Price gouging, random violence blight run-up to Brazil World Cup

SAO PAULO, Nov. 6 (UPI) -- Price gouging by service providers and random street violence are two emerging threats Brazilian authorities must deal with before next year's FIFA World Cup and the Summer Olympics in 2016, published data indicates.

Airlines taking bookings for travel within Brazil by World Cup visitors were taken to task by consumer groups. Present and prospective tourists also received warnings to be wary of urban violence.


Clashes involving anti-government protesters and law enforcement agents claimed up to five lives a day last year, O Globo newspaper reported, citing data from a new survey.
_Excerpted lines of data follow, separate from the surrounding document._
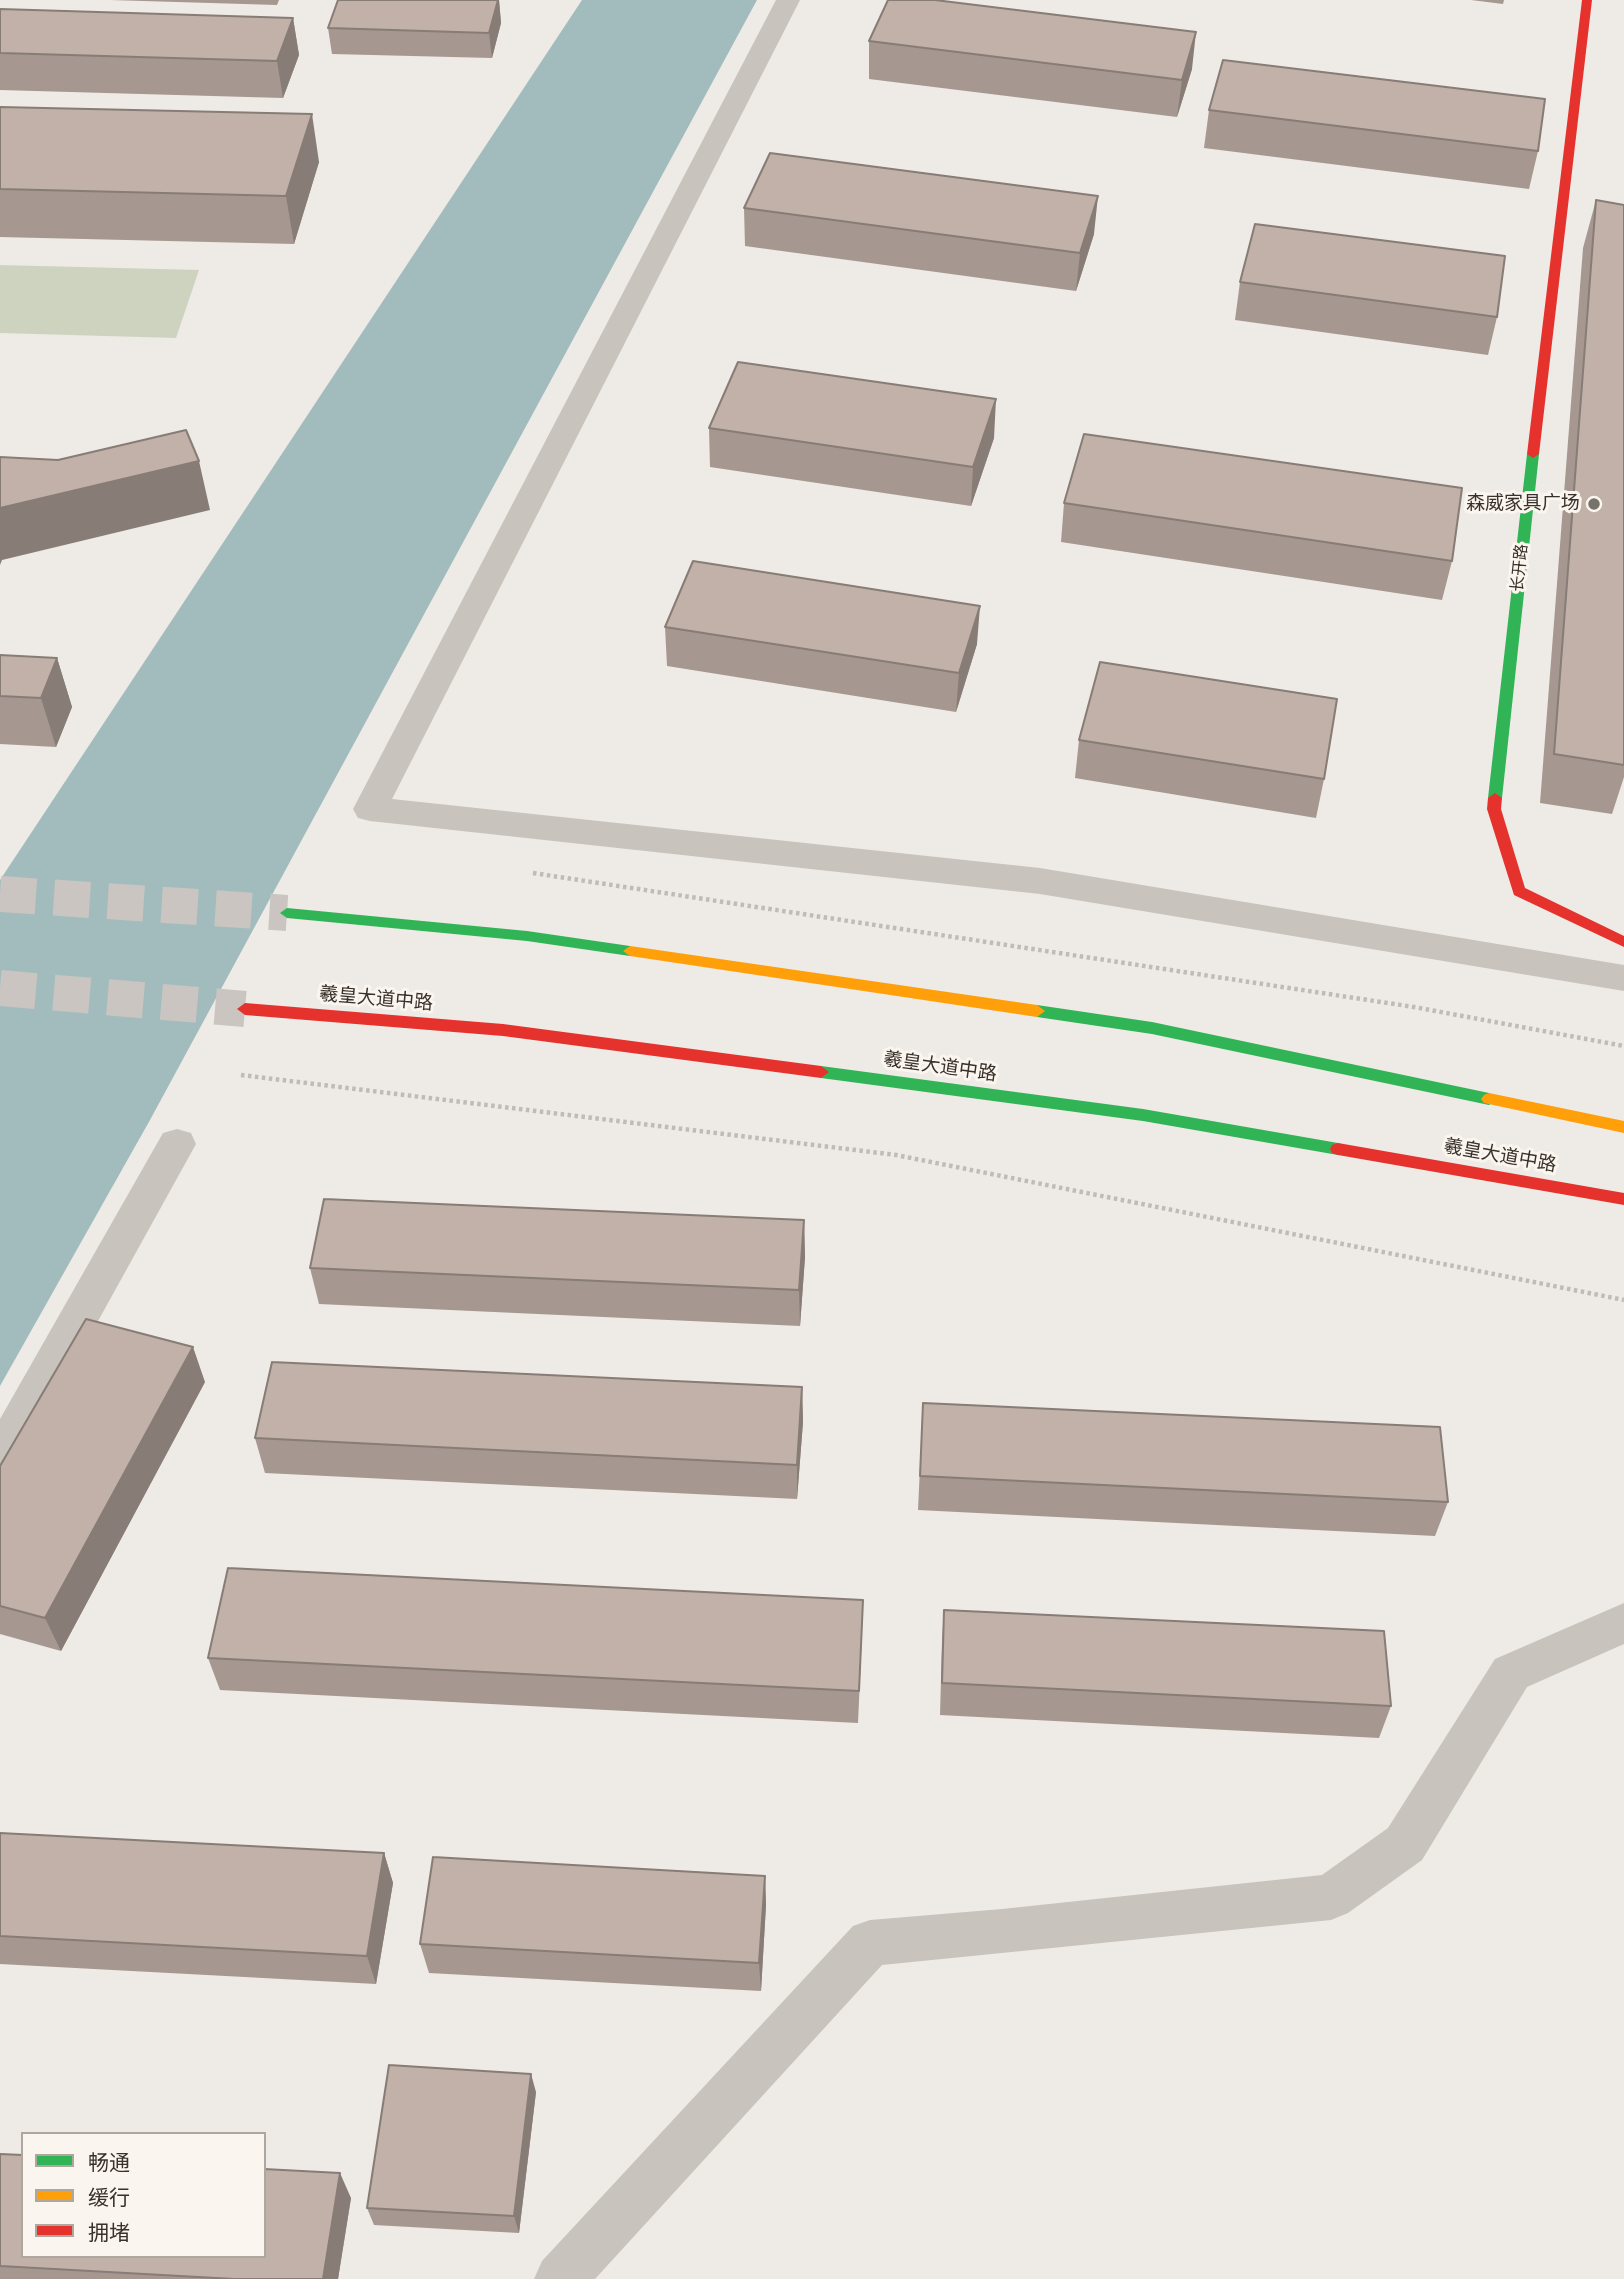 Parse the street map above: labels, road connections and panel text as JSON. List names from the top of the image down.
{
  "streets": {
    "main road": ["长开路", "羲皇大道中路"]
  },
  "places": ["森威家具广场"],
  "legend": ["畅通", "缓行", "拥堵"]
} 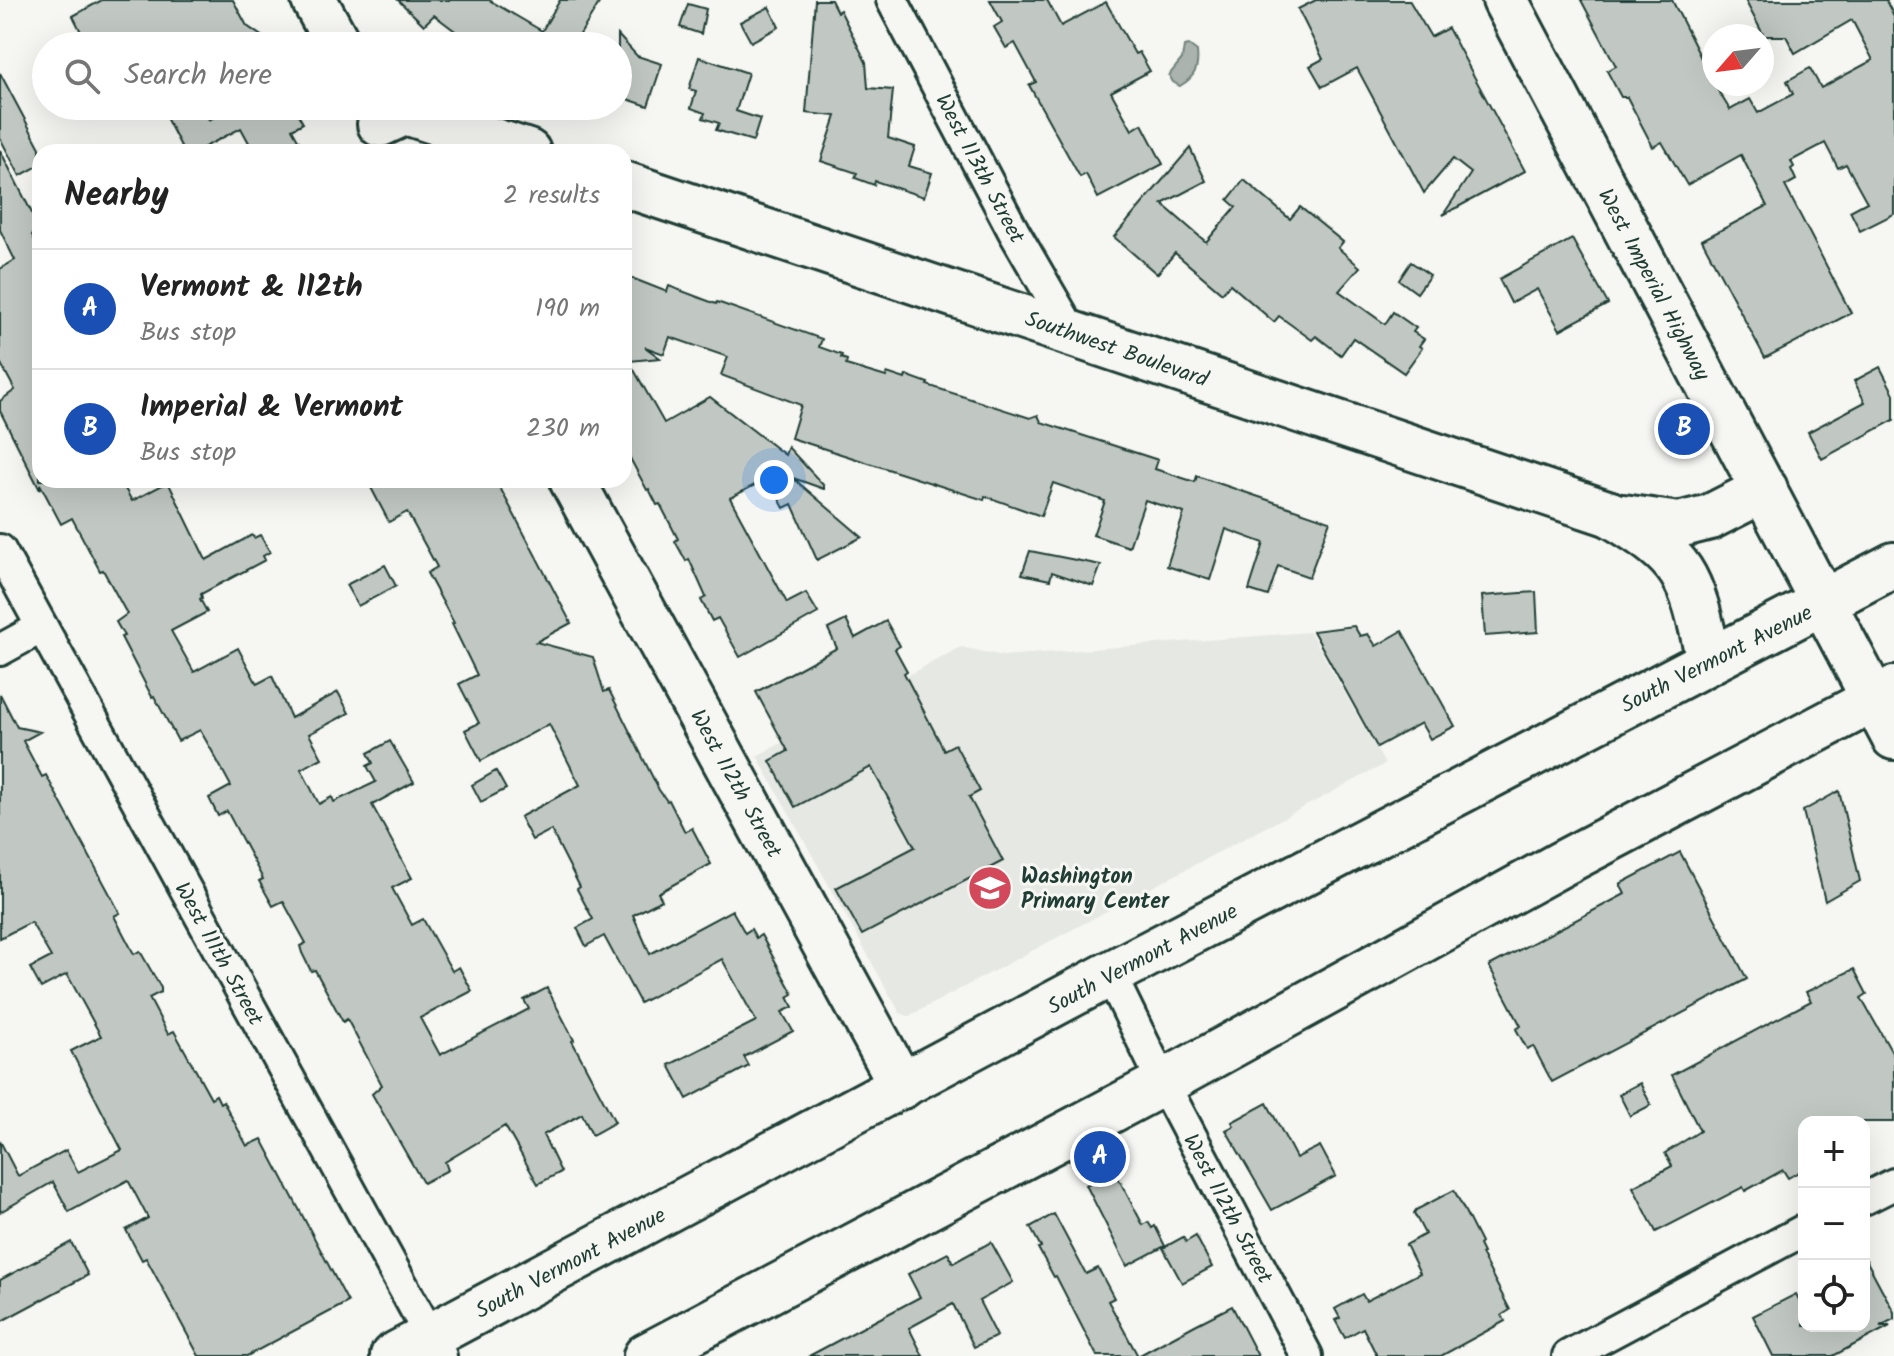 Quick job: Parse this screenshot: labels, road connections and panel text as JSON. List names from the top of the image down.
{
  "streets": {
    "main road": [
      "West Imperial Highway",
      "Southwest Boulevard",
      "South Vermont Avenue",
      "West 112th Street"
    ],
    "street": ["West 113th Street", "West 111th Street"]
  },
  "crossings": [
    ["West 113th Street", "Southwest Boulevard"],
    ["West Imperial Highway", "South Vermont Avenue"],
    ["South Vermont Avenue", "West 112th Street"],
    ["South Vermont Avenue", "West 111th Street"]
  ],
  "places": {
    "school or university": ["Washington Primary Center"]
  },
  "north": "bottom left",
  "page": {
    "search": "Search here",
    "heading": ["Nearby", "2 results"],
    "list": [
      {
        "mark": "A",
        "name": "Vermont & 112th",
        "note": "Bus stop",
        "value": "190 m"
      },
      {
        "mark": "B",
        "name": "Imperial & Vermont",
        "note": "Bus stop",
        "value": "230 m"
      }
    ],
    "pins": ["B", "A"],
    "map_buttons": ["+", "−"]
  }
}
Deaths and injuries in street crime, another frequent feature of Brazilian urban scene, were not included in the survey.

Sao Paulo will host the opening events in next year's FIFA World Cup. Reports from consumer pressure groups, citizens' lobby groups, lawmakers and police have combined to present a worrying picture of Brazil as it prepares for the World Cup and the Summer Olympics less than two years later, analysts said.

Consumer watchdog Procon's Rio do Janeiro branch named five airlines it said were subjecting future passengers to "abuse" by charging exorbitant prices for domestic fares during the World Cup next year.


The group named Avianca, Azul, Gol, Oceanair and TAM as the alleged offenders. None of the airlines could be reached for comment on the consumer group's report they inflated ticket prices up to ten-fold for the June 12-July 13 tournament.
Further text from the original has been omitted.